In the near future, scenes like this one will be obsolete. Thanks to advances in artificial intelligence (AI), managers will be alerted to workplace anomalies as soon they occur. Unusual behaviors will be identified in real time by cameras and image-processing software that continuously analyze and comprehend scenes across the enterprise.
The hunch-based bets of the past already are giving way to far more reliable data-informed decisions. But AI will take this further.
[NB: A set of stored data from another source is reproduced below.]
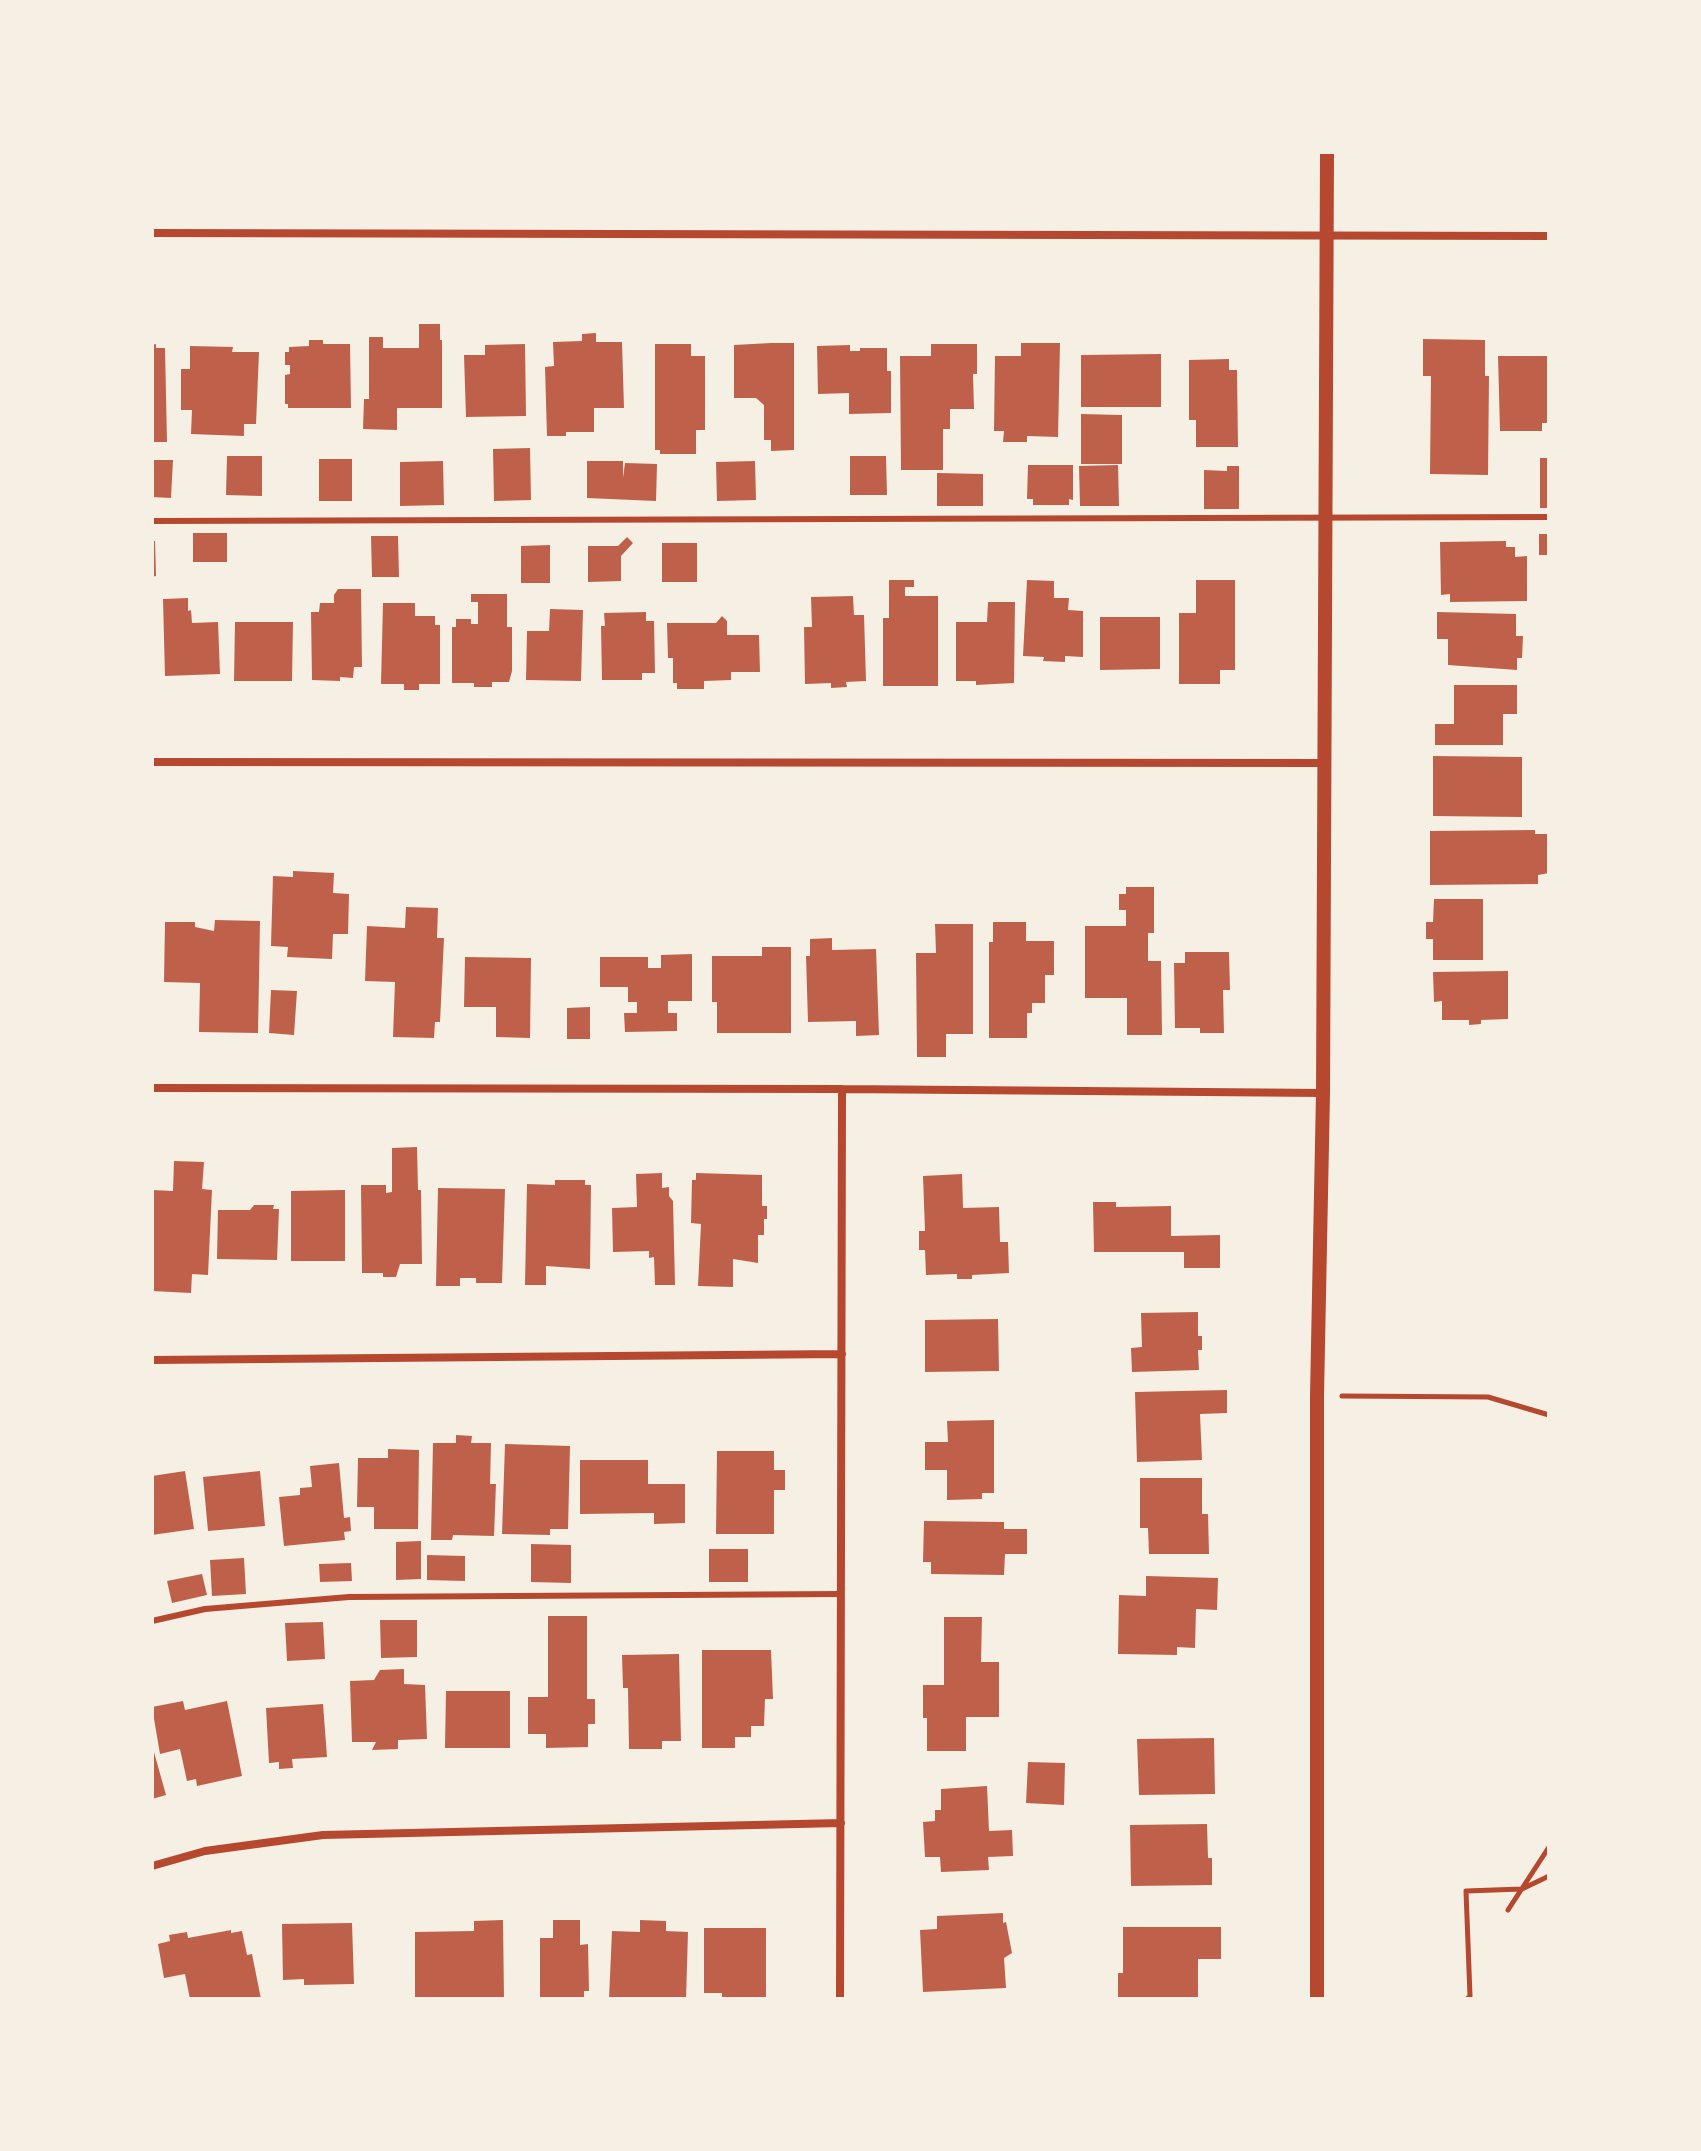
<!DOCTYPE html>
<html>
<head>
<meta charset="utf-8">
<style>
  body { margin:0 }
  #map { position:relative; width:1701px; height:2151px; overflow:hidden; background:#f6efe4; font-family:Bitter,serif }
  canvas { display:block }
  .frame { position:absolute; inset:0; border:154px solid #f6efe4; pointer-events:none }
</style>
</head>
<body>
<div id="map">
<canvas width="1701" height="2151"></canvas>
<div class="frame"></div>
</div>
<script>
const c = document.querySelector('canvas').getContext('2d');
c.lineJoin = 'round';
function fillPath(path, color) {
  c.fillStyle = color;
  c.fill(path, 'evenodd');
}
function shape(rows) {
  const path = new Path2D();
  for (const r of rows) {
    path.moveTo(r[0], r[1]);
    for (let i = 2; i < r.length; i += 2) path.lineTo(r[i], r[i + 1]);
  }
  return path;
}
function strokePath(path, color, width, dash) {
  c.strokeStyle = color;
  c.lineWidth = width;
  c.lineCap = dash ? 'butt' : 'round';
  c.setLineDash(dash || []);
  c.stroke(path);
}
const building = shape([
  [419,324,440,324,440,340,442,340,442,408,397,408,397,430,363,429,364,399,369,399,369,337,383,337,383,348,419,348],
  [596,333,596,342,622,342,624,408,594,408,594,432,566,432,566,436,547,436,545,367,554,366,553,342,582,341,582,334],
  [1423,339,1485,340,1485,376,1489,376,1488,475,1430,474,1431,376,1423,376],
  [309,340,323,340,323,344,350,344,351,408,288,408,288,404,285,404,285,375,290,374,290,365,285,365,285,352,289,352,289,347,309,346],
  [771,343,794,343,794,450,771,451,771,440,764,440,764,405,756,398,734,398,734,345],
  [1021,343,1060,343,1058,437,1027,436,1027,442,1003,442,1004,431,994,431,995,356,1021,356],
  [156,344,156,348,165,348,167,442,152,442,152,345],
  [525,344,526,416,466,417,464,355,485,355,485,345],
  [655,344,691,344,691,356,705,356,705,430,696,430,696,454,660,454,660,450,655,450],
  [931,344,977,344,977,374,973,374,974,409,950,409,950,429,943,429,943,470,901,470,900,356,931,356],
  [850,345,850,351,860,351,860,348,887,348,887,371,891,371,891,413,849,414,849,393,818,394,817,346],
  [190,346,233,347,232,352,259,352,256,424,244,424,244,436,191,434,192,410,181,410,181,369,190,369],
  [1161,354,1161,407,1081,407,1081,355],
  [1498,356,1549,356,1549,423,1542,423,1542,431,1500,431],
  [1229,359,1229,370,1237,370,1238,447,1196,447,1196,420,1189,420,1189,360],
  [1081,414,1122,415,1122,464,1081,464],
  [530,448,531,500,494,501,493,449],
  [227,456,262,456,262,496,226,495],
  [850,456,886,456,887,495,850,495],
  [1540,458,1549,458,1549,508,1540,508],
  [319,459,352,459,352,501,319,501],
  [152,460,173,460,171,498,152,497],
  [443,461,444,505,400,506,400,462],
  [587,461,623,461,623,478,625,463,657,464,656,501,587,498],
  [755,461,756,500,717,501,716,462],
  [1028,465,1073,465,1073,500,1069,499,1069,505,1033,505,1033,499,1027,499],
  [1118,465,1119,506,1080,506,1079,466],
  [1227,466,1239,466,1239,509,1204,509,1204,470,1227,471],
  [937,473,983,474,983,506,937,506],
  [193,533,227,533,227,562,193,562],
  [1539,534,1549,534,1549,555,1539,555],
  [371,536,398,536,399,577,372,577],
  [627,537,633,543,621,556,621,581,588,582,588,546,618,546],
  [152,541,155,541,156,576,152,577],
  [1506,541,1506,547,1515,547,1515,557,1527,556,1527,601,1450,602,1450,594,1441,595,1440,542],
  [662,543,697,543,697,582,662,582],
  [550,545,550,583,521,583,521,546],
  [889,580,914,580,914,587,905,587,905,596,938,596,938,686,883,686,883,618,889,618],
  [1027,580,1054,581,1054,598,1069,598,1068,610,1083,611,1083,657,1065,656,1065,662,1043,661,1044,657,1023,656],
  [1196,580,1235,580,1235,670,1220,670,1220,684,1179,684,1179,613,1196,613],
  [338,589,361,589,362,667,354,667,353,678,340,677,340,681,312,680,311,612,319,612,320,603,334,603,334,595],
  [471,594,507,594,507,627,512,627,512,671,509,682,492,682,492,687,474,687,474,683,452,683,452,627,456,627,456,619,471,619,471,624,478,624,478,602,471,602],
  [853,596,854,615,864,615,866,681,846,682,847,687,831,688,831,683,805,684,804,627,812,627,811,597],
  [188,598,188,611,191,610,192,623,218,622,220,674,165,676,163,599],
  [988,602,1015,602,1014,683,976,685,976,681,956,681,956,622,987,622],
  [383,603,415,603,415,616,435,616,435,625,440,625,440,684,419,684,419,690,404,690,404,684,381,684],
  [550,609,583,610,581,681,526,680,527,631,549,631],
  [646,612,646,621,654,621,655,673,642,673,642,680,602,680,601,626,605,626,604,613],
  [1437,612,1516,614,1516,636,1523,636,1522,658,1517,658,1517,670,1448,665,1448,639,1437,639],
  [722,616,727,621,727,635,759,635,760,672,731,672,731,680,704,681,704,689,677,689,677,683,673,683,673,658,668,658,667,623,716,623],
  [1100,617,1160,617,1160,669,1100,670],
  [235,622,293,622,292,681,234,681],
  [1454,685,1517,685,1517,714,1503,714,1503,745,1435,745,1435,724,1454,724],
  [1433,756,1522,757,1522,817,1433,816],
  [1535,830,1535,834,1549,834,1549,873,1538,875,1538,884,1430,885,1430,831],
  [293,871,334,873,333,893,349,894,348,934,333,934,332,959,287,957,288,947,271,946,273,876,293,877],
  [1126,887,1154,887,1154,933,1148,933,1148,961,1161,961,1162,1035,1127,1035,1127,998,1085,998,1085,926,1126,926,1126,910,1119,910,1119,894,1126,894],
  [1434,899,1483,899,1483,960,1433,960,1433,939,1426,939,1426,922,1433,922],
  [406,907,438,908,437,938,444,938,440,1022,435,1022,434,1038,393,1037,395,982,365,981,367,926,405,928],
  [215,920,260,921,258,1033,199,1032,200,983,164,982,165,922,195,922,195,927,214,931],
  [993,922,1026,922,1026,941,1054,941,1054,975,1045,975,1045,1003,1032,1003,1032,1013,1027,1013,1027,1038,989,1038,989,942,993,942],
  [935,924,973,924,973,1034,946,1034,946,1057,917,1057,916,953,936,953],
  [832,938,832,950,876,949,879,1035,856,1036,856,1021,808,1022,806,956,810,956,810,939],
  [762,947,791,947,791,1033,717,1033,717,1002,712,1002,712,956,762,956],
  [1185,952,1229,952,1230,990,1223,990,1224,1033,1200,1033,1200,1028,1175,1028,1174,963,1185,963],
  [692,954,692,1001,668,1001,668,1013,677,1013,677,1031,625,1032,624,1013,637,1013,637,1002,628,1002,628,987,600,987,600,957,648,957,648,968,661,968,661,955],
  [465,957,531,958,530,1038,496,1037,496,1007,464,1007],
  [1508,971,1508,1019,1481,1020,1481,1024,1469,1025,1469,1020,1442,1020,1442,1001,1434,1002,1433,972],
  [271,990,297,991,294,1035,269,1033],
  [590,1007,590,1039,567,1039,567,1008],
  [417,1147,418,1190,421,1190,422,1264,400,1264,396,1277,383,1277,383,1273,362,1273,361,1185,386,1185,386,1193,392,1192,392,1148],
  [174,1161,204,1162,202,1189,212,1190,208,1275,192,1274,191,1293,152,1291,152,1190,173,1191],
  [662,1173,662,1188,669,1187,669,1196,673,1201,675,1285,655,1285,654,1257,649,1258,649,1251,613,1252,612,1208,637,1207,636,1174],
  [696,1173,762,1175,762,1206,767,1206,767,1219,764,1219,764,1235,758,1235,758,1263,733,1259,733,1287,698,1286,701,1224,691,1223,692,1180,696,1180],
  [962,1174,963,1208,999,1207,1000,1242,1008,1242,1009,1273,972,1275,972,1279,957,1279,957,1274,926,1275,925,1250,919,1250,919,1231,925,1231,923,1176],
  [555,1180,585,1180,585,1185,591,1185,590,1269,546,1266,546,1285,525,1285,527,1184,555,1185],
  [438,1188,505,1189,502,1283,476,1283,476,1278,460,1278,460,1286,436,1286],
  [345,1190,345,1261,291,1261,291,1191],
  [1093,1202,1116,1202,1116,1207,1171,1206,1171,1236,1220,1235,1220,1268,1184,1268,1184,1252,1094,1252],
  [254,1205,274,1205,273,1209,279,1209,277,1260,217,1259,218,1210,250,1210],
  [1198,1312,1198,1336,1202,1336,1202,1350,1198,1350,1199,1370,1132,1372,1131,1348,1142,1347,1141,1313],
  [998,1319,999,1371,925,1372,925,1320],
  [1227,1390,1227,1413,1200,1414,1202,1460,1137,1462,1135,1392],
  [994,1420,994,1493,982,1493,982,1499,947,1500,947,1470,925,1470,925,1442,948,1442,947,1421],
  [456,1435,472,1436,471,1443,491,1443,490,1484,496,1484,494,1536,453,1535,452,1540,431,1540,433,1443,456,1443],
  [505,1444,570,1446,568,1529,550,1529,550,1535,502,1534],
  [388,1449,419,1450,418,1529,374,1529,374,1507,357,1507,358,1458,388,1458],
  [717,1451,774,1451,774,1470,785,1470,785,1490,774,1490,774,1534,716,1534],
  [580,1460,648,1460,648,1484,685,1484,685,1523,654,1524,654,1513,580,1514],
  [339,1463,344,1518,350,1517,351,1531,344,1532,345,1540,284,1546,279,1497,300,1495,300,1488,312,1487,310,1466],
  [185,1471,194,1529,152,1535,152,1476],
  [260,1471,265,1526,208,1531,203,1477],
  [1140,1478,1202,1478,1202,1514,1208,1514,1209,1554,1149,1554,1148,1528,1140,1528],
  [924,1521,1004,1522,1004,1529,1027,1529,1027,1554,1005,1554,1004,1575,931,1574,931,1562,923,1562],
  [421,1541,421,1579,396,1580,396,1542],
  [531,1544,571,1545,571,1583,531,1582],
  [709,1549,748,1549,748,1582,709,1582],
  [427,1555,465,1556,465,1581,427,1580],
  [244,1558,246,1594,212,1596,210,1560],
  [351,1563,352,1581,320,1582,319,1564],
  [202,1574,207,1595,172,1603,167,1581],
  [1146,1576,1218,1578,1217,1610,1196,1609,1195,1648,1177,1647,1177,1655,1118,1654,1119,1595,1146,1596],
  [548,1616,587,1616,587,1699,595,1699,595,1724,588,1724,588,1747,546,1748,546,1734,528,1734,528,1697,548,1697],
  [944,1617,982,1617,981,1662,999,1662,999,1717,966,1717,966,1751,927,1751,927,1718,923,1718,923,1685,944,1685],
  [380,1620,417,1620,417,1657,381,1658],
  [323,1622,325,1659,287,1661,285,1623],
  [702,1650,771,1650,773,1699,765,1699,764,1726,751,1726,751,1737,735,1737,735,1748,702,1748],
  [679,1654,681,1741,662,1741,662,1749,629,1749,628,1688,623,1688,622,1655],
  [404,1669,404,1684,425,1685,427,1739,398,1740,398,1749,372,1750,376,1742,352,1742,350,1681,374,1680,380,1670],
  [446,1691,510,1691,510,1748,445,1748],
  [183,1701,185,1710,227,1701,242,1776,197,1786,196,1779,187,1781,180,1749,160,1754,152,1707],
  [323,1704,327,1757,292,1759,293,1768,279,1769,279,1762,269,1763,266,1708],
  [1214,1738,1215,1794,1139,1795,1137,1739],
  [152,1745,166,1795,152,1799],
  [1028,1762,1065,1763,1064,1805,1026,1803],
  [987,1786,989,1831,1012,1830,1013,1856,988,1857,989,1870,941,1872,940,1857,925,1857,923,1822,935,1821,935,1810,941,1810,941,1789],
  [1207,1824,1208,1858,1212,1858,1212,1885,1131,1886,1130,1825],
  [1003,1913,1003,1923,1006,1922,1012,1953,1004,1958,1006,1988,923,1992,920,1930,937,1929,937,1916],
  [503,1920,504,1999,415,1999,415,1932,474,1931,474,1921],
  [553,1920,580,1920,580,1945,588,1944,589,1991,584,1991,584,1999,540,1999,540,1938,553,1938],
  [640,1920,666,1921,666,1931,688,1932,686,1999,609,1999,612,1931,640,1932],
  [352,1923,354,1984,304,1985,304,1979,283,1980,282,1924],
  [1123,1927,1221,1927,1221,1959,1198,1959,1198,1999,1118,1999,1118,1973,1123,1973],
  [704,1928,766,1928,766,1999,722,1999,722,1993,704,1993],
  [231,1930,231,1933,242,1931,247,1955,252,1954,261,1999,190,1999,185,1974,164,1978,158,1944,170,1941,169,1935,187,1932,188,1938]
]);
const path = shape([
  [1342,1396,1488,1397,1549,1415],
  [1508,1910,1549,1847],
  [1467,1999,1470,1996,1466,1891,1522,1889,1549,1876]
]);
const service = shape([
  [152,521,1549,517],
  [152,1621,205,1609,349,1597,841,1594]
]);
const minor = shape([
  [152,233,1549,236],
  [152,762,1323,763],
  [152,1088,842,1089,1323,1093],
  [152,1360,842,1354],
  [152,1866,205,1851,323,1835,841,1823],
  [840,1999,842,1089]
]);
const tertiary = shape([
  [1317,1999,1317,1396,1323,1093,1327,152]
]);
fillPath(building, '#bf614a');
strokePath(path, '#b5482f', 5);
strokePath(service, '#b5482f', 6);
strokePath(minor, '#b5482f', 8);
strokePath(tertiary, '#b5482f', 14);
</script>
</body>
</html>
By analyzing new types of data, including real-time video and a range of other inputs, AI systems will be able to provide managers with insights about what is happening in their businesses at any moment in time and, even more significantly, detect early warnings of bigger problems that have yet to materialize.
As a researcher, I learned to appreciate the value of early warnings some years ago, while developing algorithms for analyzing data from hospital emergency rooms and drugstores. We discovered that we could alert public health officials to potential epidemics and even the possibility of biological warfare attacks, giving them time to take countermeasures to slow the spread of disease.
Similar analytic techniques are being deployed to detect early signs of problems in aircraft. The detailed maintenance and flight logs for the U.S. Air Force’s aging fleet of F-16 fighter jets are analyzed automatically to identify patterns of equipment failures that may affect only a handful of aircraft at present, but have the potential to become widespread. This has enabled officials to confirm and diagnose problems and take corrective action before the problems spread.
With AI, we can have machines look for millions of worrying patterns in the time it would take a human to consider just one.